Het is morgen weer grote synodedag. Vanuit Den Helder tot Eindhoven trekken de vertegenwoordigers van de parochies en van de geestelijkheid naar het Melkpad te Hilversum.
Gelet op de berg aan schriftelijke vragen, die de synodalen van te voren hebben ingestuurd, kan geconstateerd worden dat zij zich aandachtig hebben voorbereid en zowel de verantwoording van het bestuur als de beleidsvoornemens hebben uitgekamd.
De meeste onrust geeft de nieuwe berekeningswijze van de heffing op de inkomsten levende kerk. Deze heffing, die parochies betalen voor het salaris van hun pastoor, is vanaf 2011 niet meer gekoppeld aan de inkomsten van de parochie, maar aan de werkelijke kosten. Of anders gezegd: de parochie gaat uit de inkomsten levende kerk de eigen pastoor voor 60% zelf betalen. Dat is een besluit van de extra synode van april van dit jaar.

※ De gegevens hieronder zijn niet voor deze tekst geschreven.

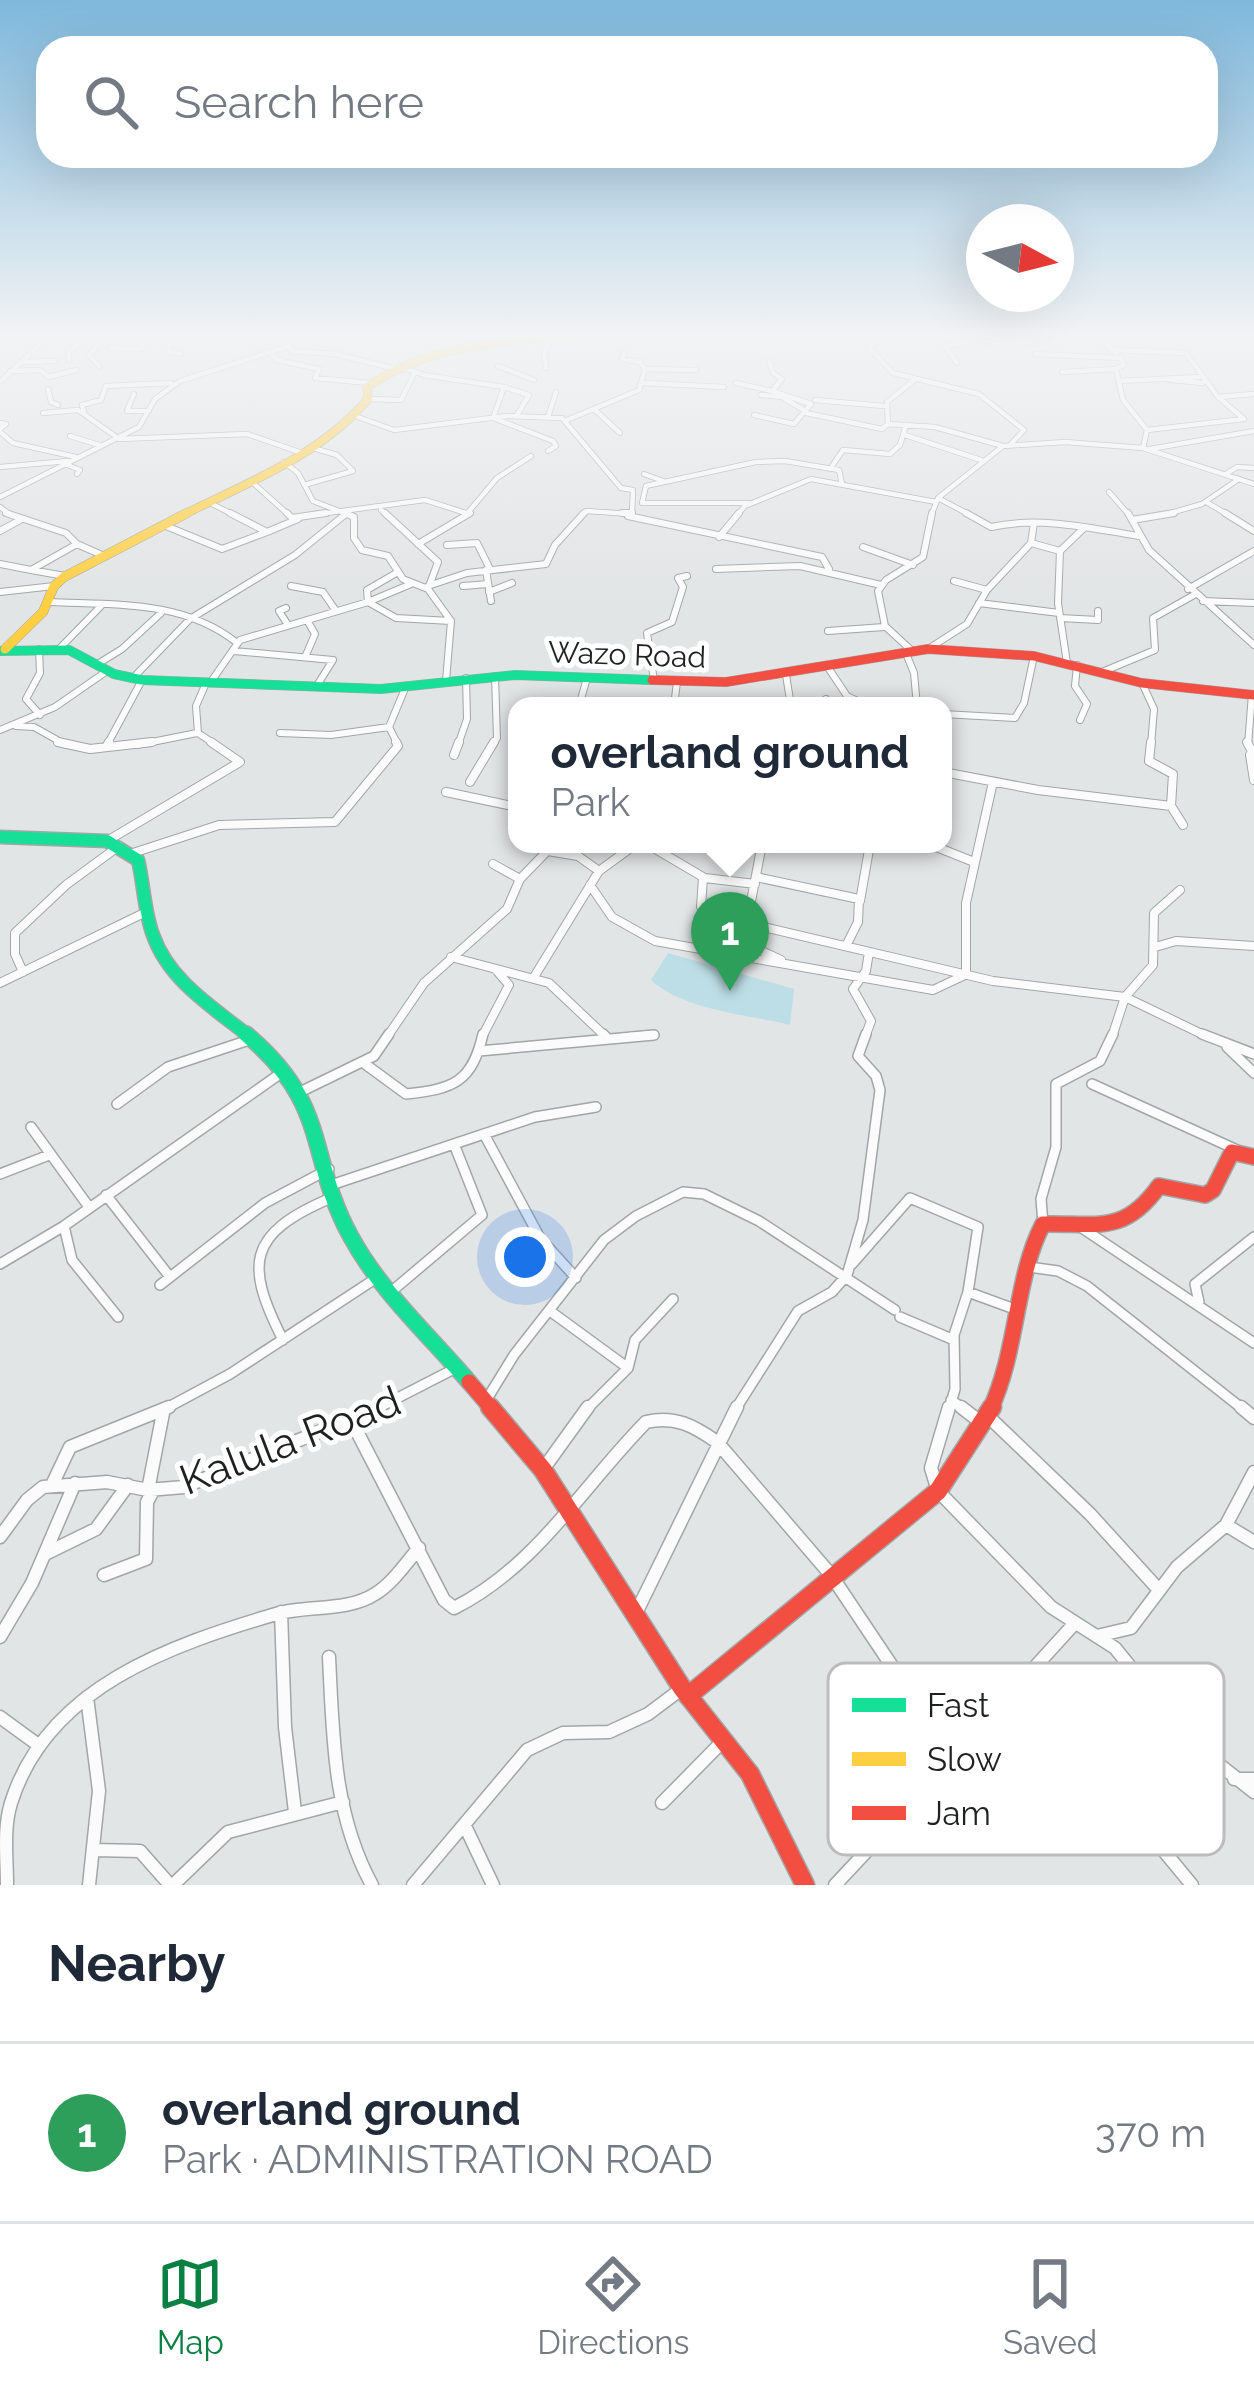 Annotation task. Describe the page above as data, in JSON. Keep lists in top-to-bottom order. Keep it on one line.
{"streets":{"street":["Wazo Road","Kalula Road"]},"legend":["Fast","Slow","Jam"],"north":"right","page":{"search":"Search here","popup":["overland ground","Park"],"pins":"1","heading":"Nearby","list":[{"mark":"1","name":"overland ground","note":"Park · ADMINISTRATION ROAD","value":"370 m"}],"nav":["Map","Directions","Saved"]}}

De wijziging was tot stand gekomen om de grote tekorten op de jaarrekening van de kerk van de laatste jaren terug te dringen. Het Collegiaal Bestuur had bewust gekozen om niet primair te gaan bezuinigen op de formatieplaatsen in het pastoraat, maar om de parochies nog een paar jaar de gelegenheid te geven hun inkomsten te verbeteren. Teveel parochies leunen nu nog op de inkomsten van andere, meer draagkrachtige zusters in het land.
Het bestuur kiest daarmee bewust voor een positieve visie op de mogelijkheden van de parochies..
Parochies, die door de nieuwe heffingsvorm in de problemen komen, kunnen een beroep doen op de zogenoemde solidariteitssubsidie om een korting op die heffing te krijgen. Daar staat dan wel een inspanningsverplichting tegenover. Het bestuur heeft de intentie om in overleg tot maatwerk te komen.